Artificial intelligence, from my point of view, is the field of scientific inquiry that is most closely tied to philosophy with cosmology probably coming in second. And yet, from my personal experience with how my classmates and friends talk about AI, I feel like our (pop) cultural thoughts on the subject are stuck in something of a pre-Copernican revolution. Anthropocentricity lurks in our thoughts about AI like the geocentric models of the universe that permeated cosmology for centuries and I think it all goes back to the word “artificial.”

“Artificial” intelligence seems to suggest that intelligence is somehow innately human, or at least animal, and I think that may deeply restrict our discourse about what we deem to be intelligent, mostly because it primes us to be skeptical of any “mind” that doesn’t work in a way that is similar to ours.

But does it even matter? I suppose not. The computer scientists will continue busily writing their code and advancing humanity’s frontiers of knowledge, oblivious and uncaring about how a classroom full of college students talk about their work.

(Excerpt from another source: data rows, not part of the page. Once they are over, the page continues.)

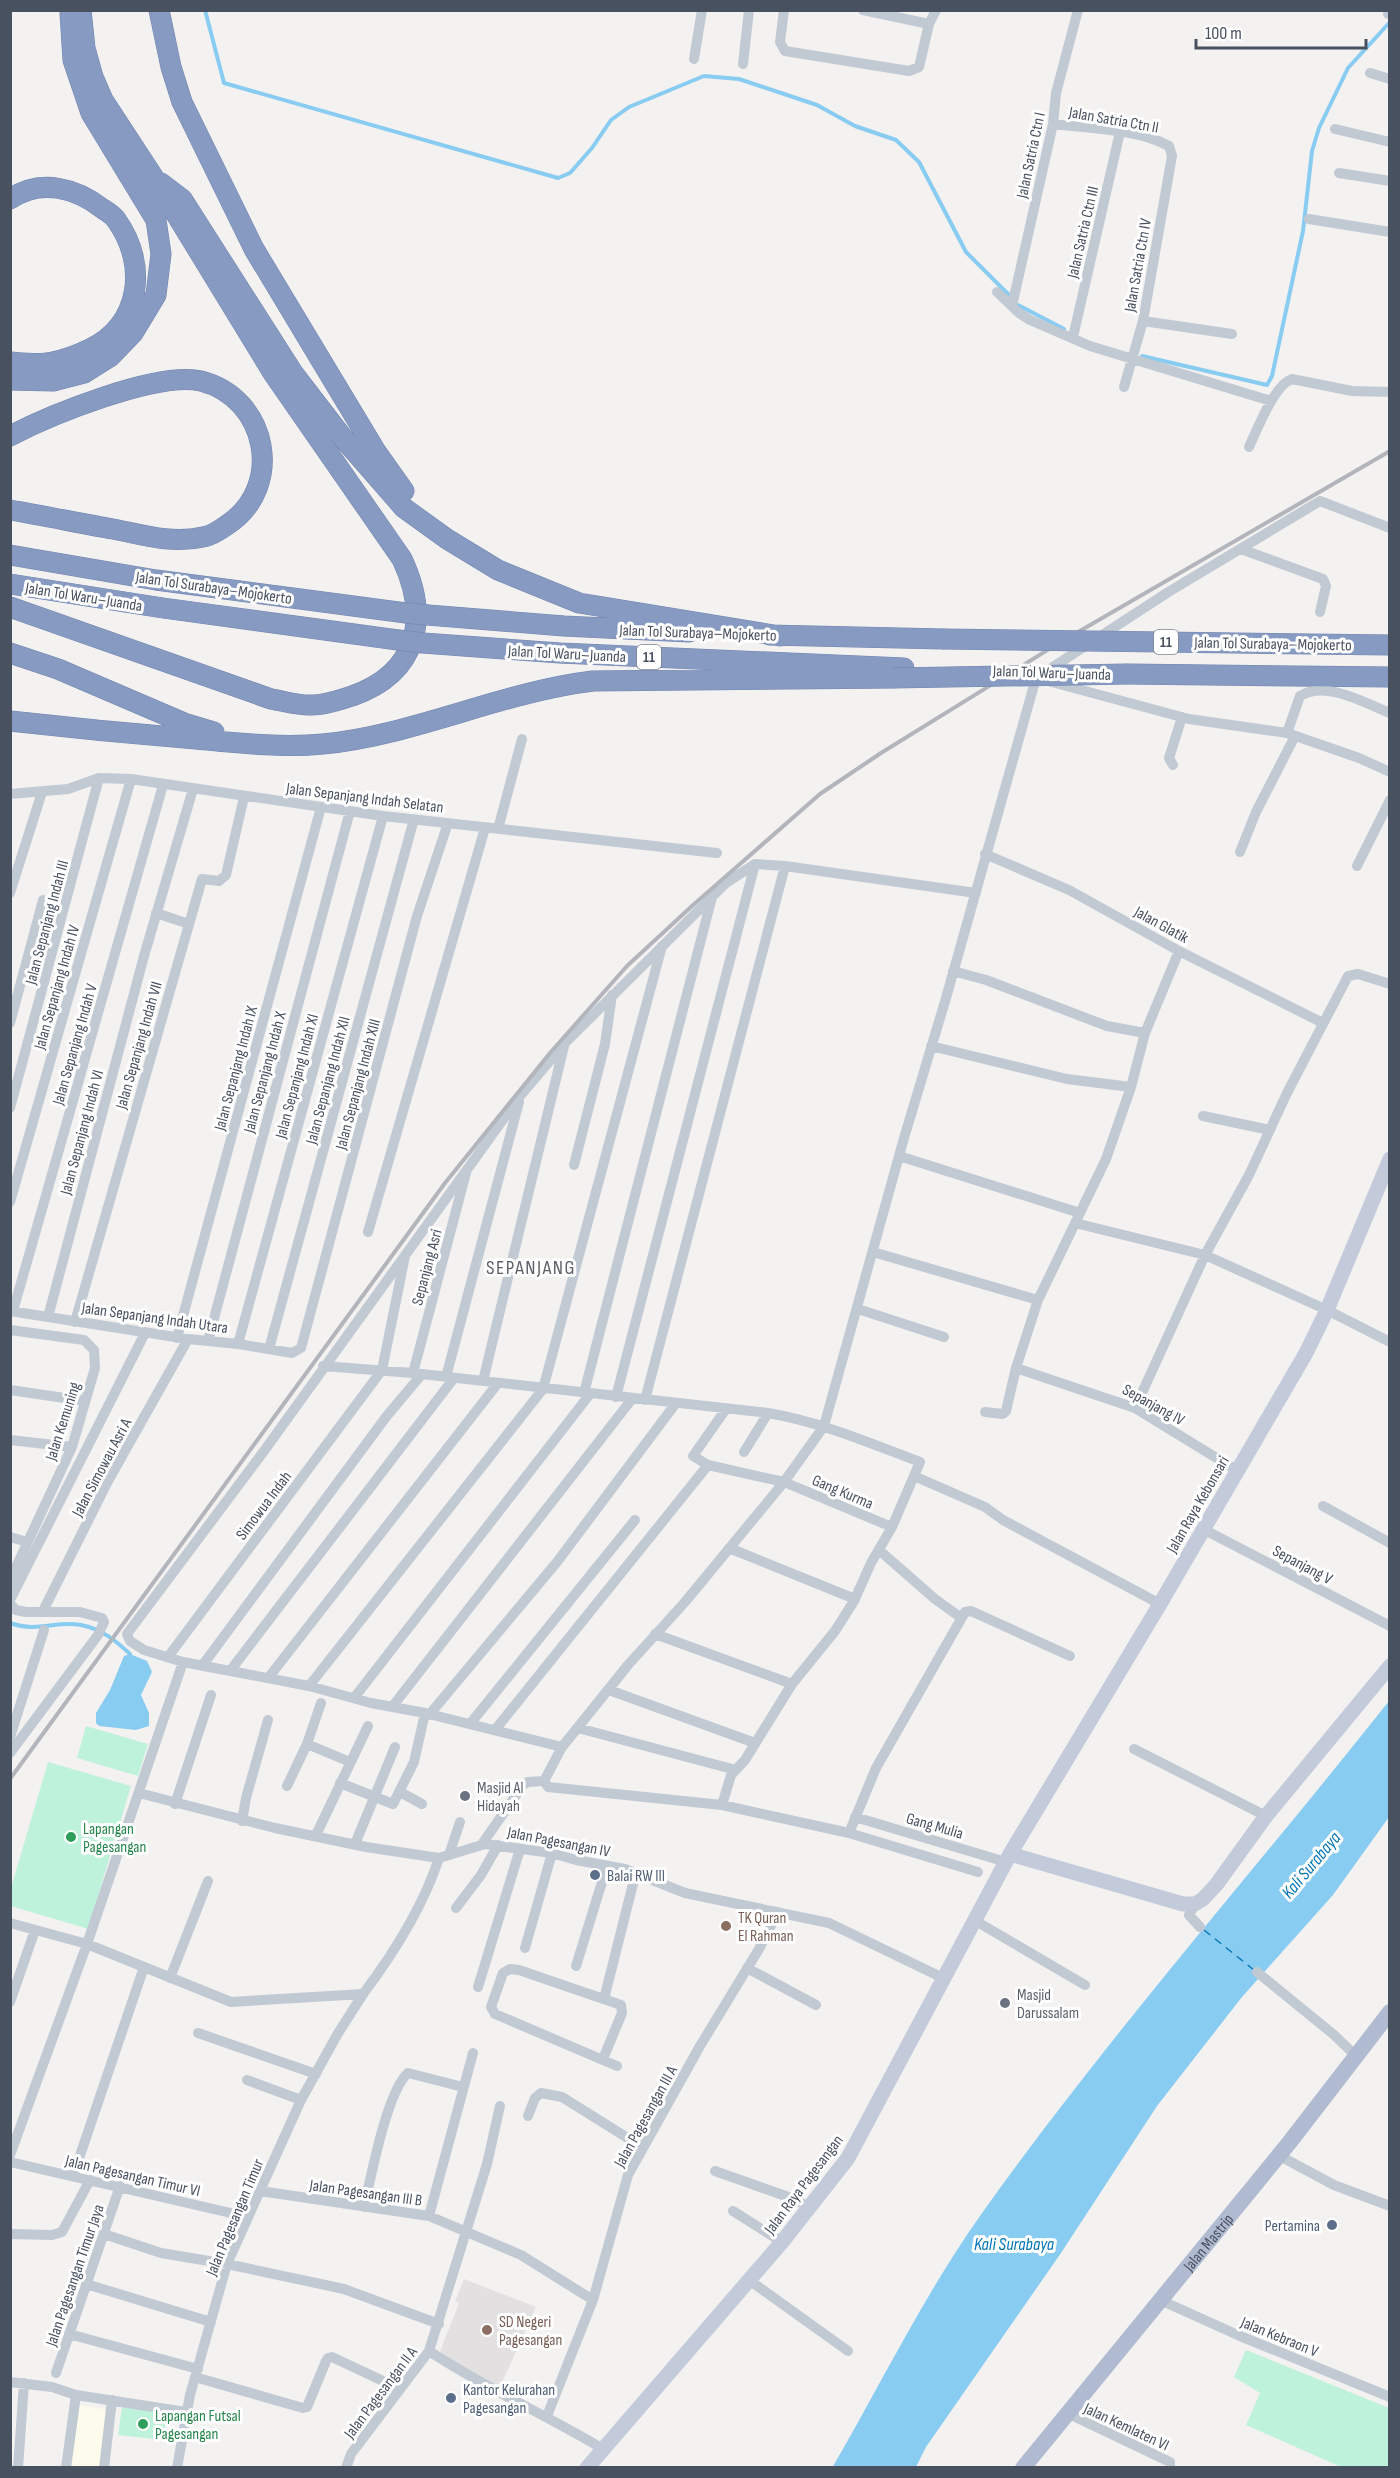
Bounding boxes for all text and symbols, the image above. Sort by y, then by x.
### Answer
scale bar [1196,12,1366,50]
text: 100 m [1205,23,1242,44]
street label: Jalan Satria Ctn II [1066,103,1160,138]
street label: Jalan Satria Ctn I [1013,111,1050,201]
street label: Jalan Satria Ctn III [1063,184,1103,281]
street label: Jalan Satria Ctn IV [1121,216,1156,314]
street label: Jalan Tol Surabaya–Mojokerto [134,568,293,609]
street label: Jalan Tol Waru–Juanda [23,579,144,616]
street label: Jalan Tol Surabaya–Mojokerto [618,621,777,646]
road number: 11 [1154,630,1178,654]
street label: Jalan Tol Surabaya–Mojokerto [1193,634,1352,655]
street label: Jalan Tol Waru–Juanda [507,642,626,667]
road number: 11 [637,645,661,669]
street label: Jalan Tol Waru–Juanda [992,662,1111,685]
street label: Jalan Sepanjang Indah Selatan [284,779,444,818]
street label: Jalan Sepanjang Indah III [21,858,73,987]
street label: Jalan Glatik [1130,902,1192,948]
street label: Jalan Sepanjang Indah IV [30,922,84,1053]
street label: Jalan Sepanjang Indah VII [112,980,167,1112]
street label: Jalan Sepanjang Indah V [49,981,102,1108]
street label: Jalan Sepanjang Indah IX [210,1004,262,1134]
street label: Jalan Sepanjang Indah X [240,1009,291,1136]
street label: Jalan Sepanjang Indah XI [271,1012,323,1142]
street label: Jalan Sepanjang Indah XII [302,1015,355,1147]
street label: Jalan Sepanjang Indah XIII [332,1017,385,1153]
street label: Jalan Sepanjang Indah VI [56,1068,108,1198]
street label: Sepanjang Asri [408,1227,447,1307]
district label: SEPANJANG [486,1256,576,1280]
street label: Jalan Sepanjang Indah Utara [80,1299,229,1338]
street label: Jalan Kemuning [42,1380,85,1464]
street label: Sepanjang IV [1119,1380,1188,1431]
street label: Jalan Simowau Asri A [68,1415,136,1521]
street label: Jalan Raya Kebonsari [1162,1453,1234,1557]
street label: Simowua Indah [232,1468,296,1544]
street label: Gang Kurma [809,1471,876,1514]
street label: Sepanjang V [1269,1542,1336,1589]
place label: Masjid Al Hidayah [477,1779,524,1816]
marker: Masjid Al Hidayah [458,1789,472,1803]
street label: Gang Mulia [904,1809,965,1844]
place label: Lapangan Pagesangan [83,1820,146,1857]
street label: Jalan Pagesangan IV [505,1823,612,1862]
water label: Kali Surabaya [1278,1827,1346,1903]
marker: Lapangan Pagesangan [64,1830,78,1844]
place label: Balai RW III [607,1867,665,1886]
marker: Balai RW III [588,1868,602,1882]
place label: TK Quran El Rahman [738,1909,794,1946]
marker: TK Quran El Rahman [719,1919,733,1933]
place label: Masjid Darussalam [1017,1986,1079,2023]
marker: Masjid Darussalam [998,1996,1012,2010]
street label: Jalan Pagesangan III A [610,2063,682,2172]
street label: Jalan Raya Pagesangan [760,2132,848,2239]
street label: Jalan Pagesangan Timur VI [62,2151,202,2201]
street label: Jalan Pagesangan Timur [202,2156,269,2280]
street label: Jalan Pagesangan III B [307,2176,423,2211]
street label: Jalan Pagesangan Timur Jaya [42,2202,109,2350]
street label: Jalan Mastrip [1179,2210,1238,2276]
place label: Pertamina [1265,2217,1320,2236]
marker: Pertamina [1325,2218,1339,2232]
water label: Kali Surabaya [974,2234,1055,2255]
place label: SD Negeri Pagesangan [499,2313,562,2350]
street label: Jalan Kebraon V [1237,2313,1322,2362]
marker: SD Negeri Pagesangan [480,2323,494,2337]
street label: Jalan Pagesangan II A [340,2343,422,2443]
place label: Kantor Kelurahan Pagesangan [463,2381,555,2418]
marker: Kantor Kelurahan Pagesangan [444,2391,458,2405]
street label: Jalan Kemlaten VI [1080,2399,1172,2455]
place label: Lapangan Futsal Pagesangan [155,2407,241,2444]
marker: Lapangan Futsal Pagesangan [136,2417,150,2431]

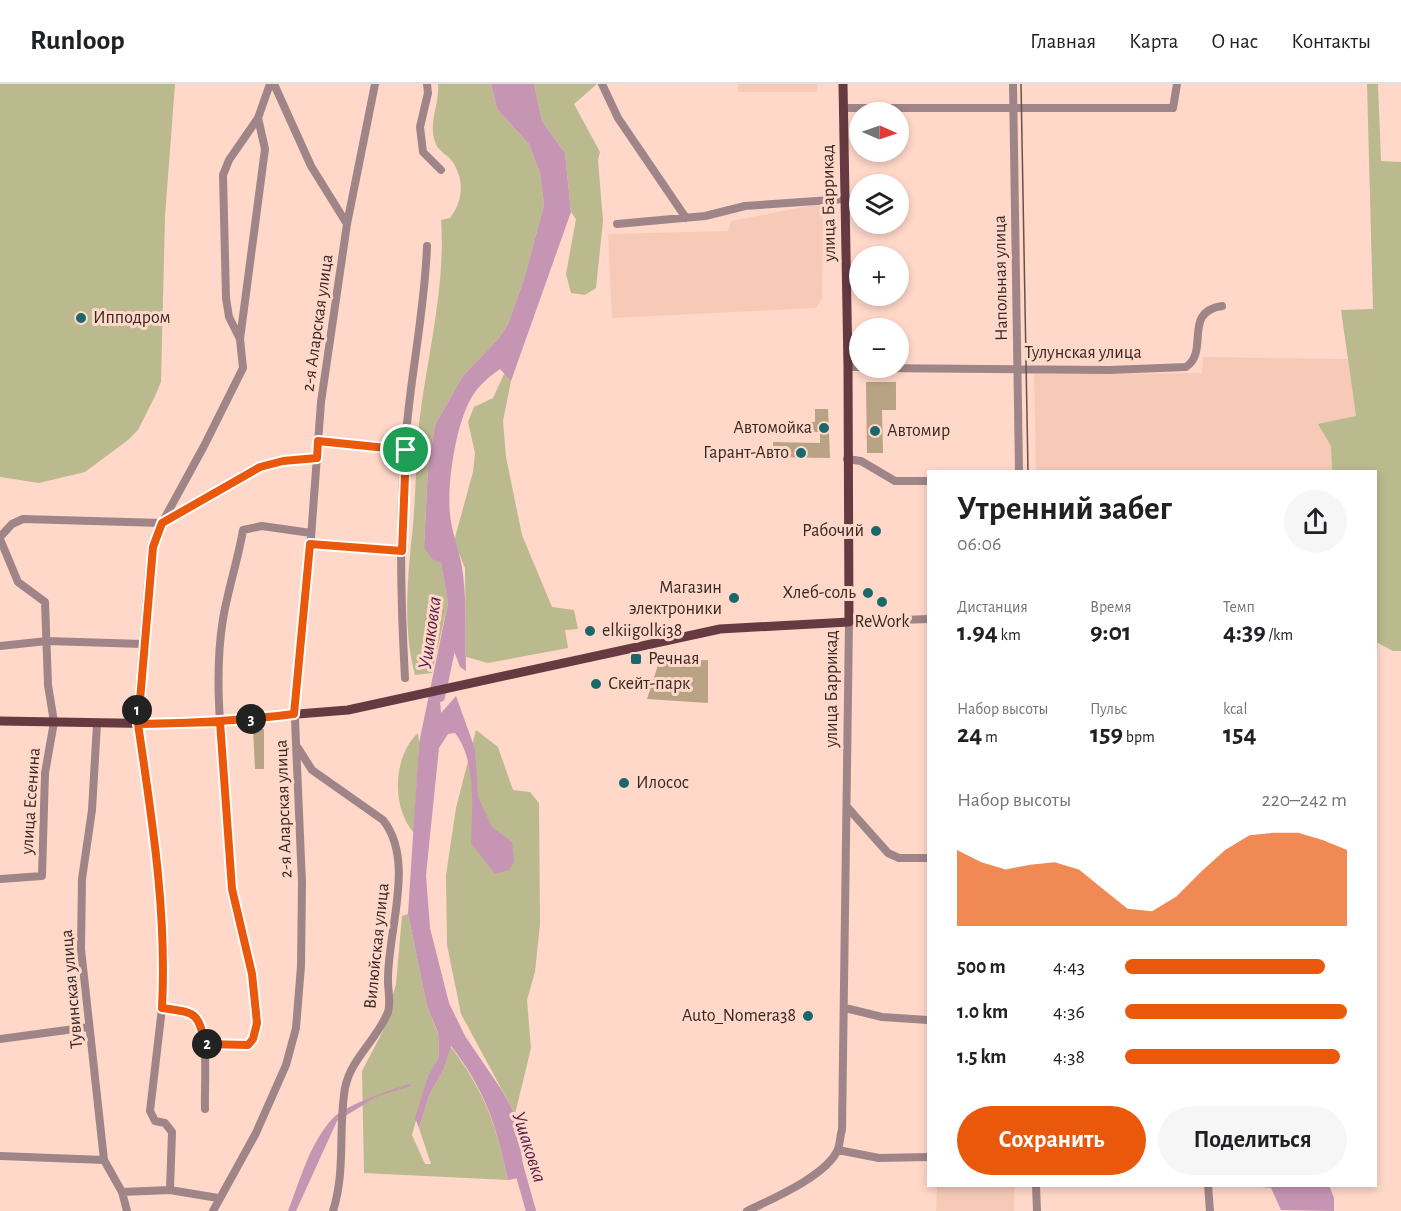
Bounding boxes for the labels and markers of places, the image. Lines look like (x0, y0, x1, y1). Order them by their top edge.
place label: Ипподром (93, 309, 171, 327)
marker: Ипподром (74, 311, 88, 325)
place label: Автомойка (733, 419, 812, 437)
marker: Автомойка (817, 421, 831, 435)
place label: Автомир (887, 422, 950, 440)
pin (380, 424, 431, 475)
marker: Автомир (868, 424, 882, 438)
place label: Гарант-Авто (703, 444, 789, 462)
marker: Гарант-Авто (794, 446, 808, 460)
place label: Рабочий (802, 521, 864, 540)
marker: Рабочий (869, 524, 883, 538)
place label: Магазин электроники (629, 579, 722, 618)
place label: Хлеб-соль (782, 583, 856, 602)
marker: Хлеб-соль (861, 586, 875, 600)
marker: Магазин электроники (727, 591, 741, 605)
marker: ReWork (875, 595, 889, 609)
place label: ReWork (855, 613, 910, 631)
place label: elkiigolki38 (602, 622, 682, 640)
marker: elkiigolki38 (583, 624, 597, 638)
place label: Речная (648, 650, 699, 668)
marker: Речная (629, 652, 643, 666)
place label: Скейт-парк (608, 675, 691, 693)
marker: Скейт-парк (589, 677, 603, 691)
pin: 1 (122, 695, 152, 725)
pin: 3 (236, 704, 266, 734)
place label: Илосос (636, 774, 689, 792)
marker: Илосос (617, 776, 631, 790)
place label: Auto_Nomera38 (682, 1007, 796, 1025)
marker: Auto_Nomera38 (801, 1009, 815, 1023)
pin: 2 (192, 1029, 222, 1059)

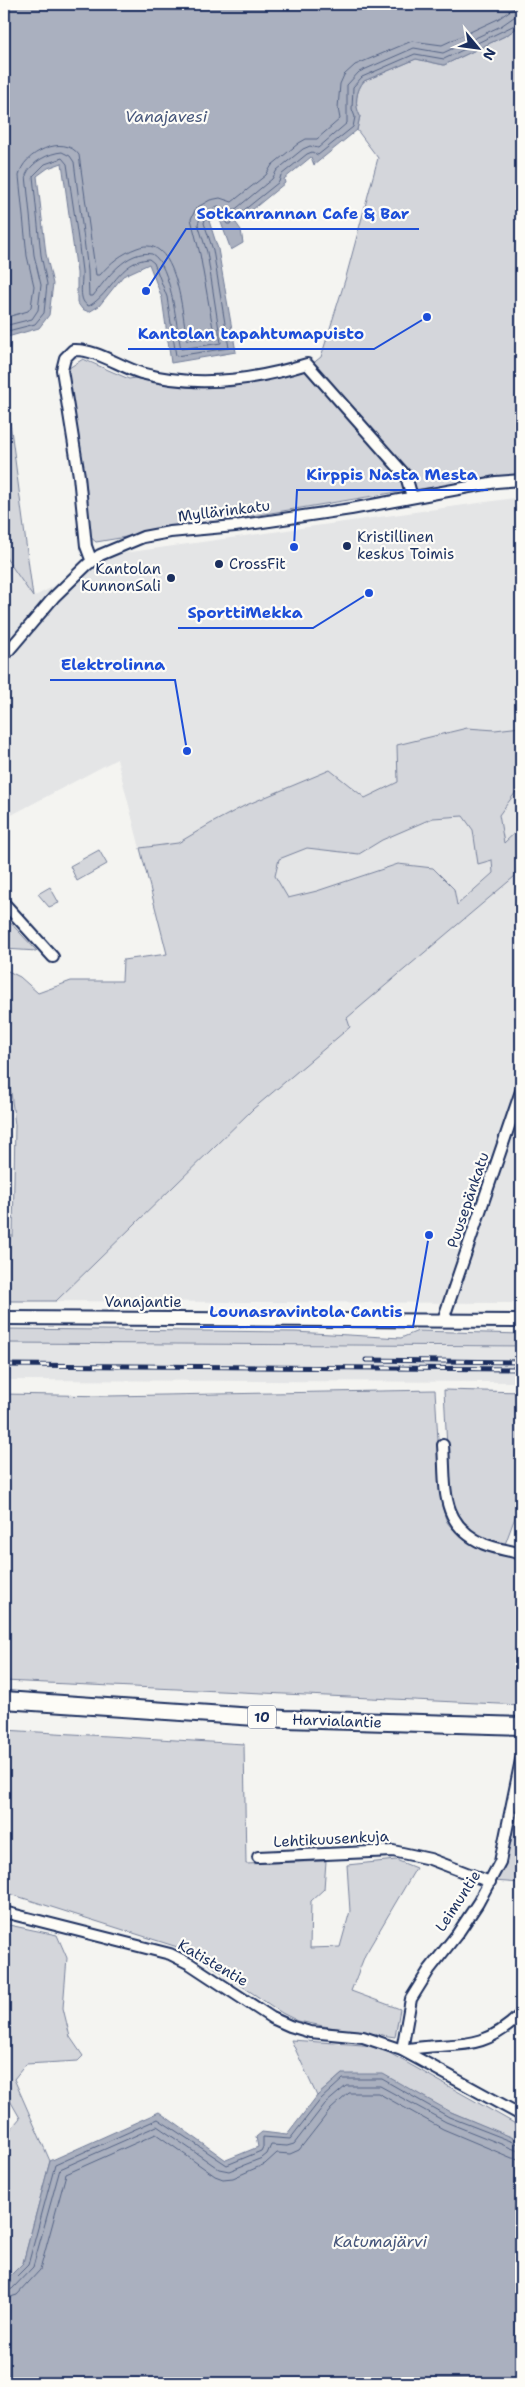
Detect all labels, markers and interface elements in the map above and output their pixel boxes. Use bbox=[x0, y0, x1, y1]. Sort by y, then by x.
north arrow bbox=[452, 22, 502, 72]
text: N bbox=[479, 45, 500, 64]
water label: Vanajavesi bbox=[125, 106, 208, 127]
callout: Sotkanrannan Cafe & Bar bbox=[186, 198, 419, 229]
text: Sotkanrannan Cafe & Bar bbox=[197, 203, 410, 224]
callout: Kantolan tapahtumapuisto bbox=[128, 318, 374, 349]
text: Kantolan tapahtumapuisto bbox=[138, 323, 364, 344]
callout: Kirppis Nasta Mesta bbox=[297, 459, 488, 490]
text: Kirppis Nasta Mesta bbox=[306, 464, 478, 485]
street label: Myllärinkatu bbox=[177, 495, 271, 527]
place label: Kristillinen keskus Toimis bbox=[357, 527, 454, 564]
marker: Kristillinen keskus Toimis bbox=[341, 540, 353, 552]
place label: CrossFit bbox=[229, 554, 286, 574]
marker: CrossFit bbox=[213, 558, 225, 570]
place label: Kantolan KunnonSali bbox=[81, 559, 161, 596]
marker: Kantolan KunnonSali bbox=[165, 572, 177, 584]
callout: SporttiMekka bbox=[178, 597, 313, 628]
text: SporttiMekka bbox=[187, 602, 303, 623]
callout: Elektrolinna bbox=[50, 649, 175, 680]
text: Elektrolinna bbox=[61, 654, 165, 675]
street label: Puusepänkatu bbox=[442, 1149, 494, 1251]
street label: Vanajantie bbox=[104, 1292, 182, 1312]
callout: Lounasravintola Cantis bbox=[200, 1296, 413, 1327]
text: Lounasravintola Cantis bbox=[209, 1301, 403, 1322]
road number: 10 bbox=[248, 1705, 276, 1728]
street label: Harvialantie bbox=[292, 1709, 382, 1733]
street label: Lehtikuusenkuja bbox=[273, 1826, 390, 1852]
street label: Leimuntie bbox=[431, 1866, 485, 1936]
street label: Katistentie bbox=[174, 1935, 252, 1991]
water label: Katumajärvi bbox=[333, 2231, 428, 2252]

Though for me, I guess it comes down to a difference in philosophy. A split between an essentialist and a kind of “functionalist” way to think about AI. The essentialist (that is, being rooted in essentialism) way of thinking being that because AI rises from machines and circuitry, it is somehow inherently different from “natural” or “organic” intelligence; that there is something special about that human brain that is particularly conducive to the rise of intelligence. The functionalist way of thought is more based around the Turing test, that is, that if somebody can’t distinguish a machine’s intelligence from a human’s, than the machine is indeed intelligent.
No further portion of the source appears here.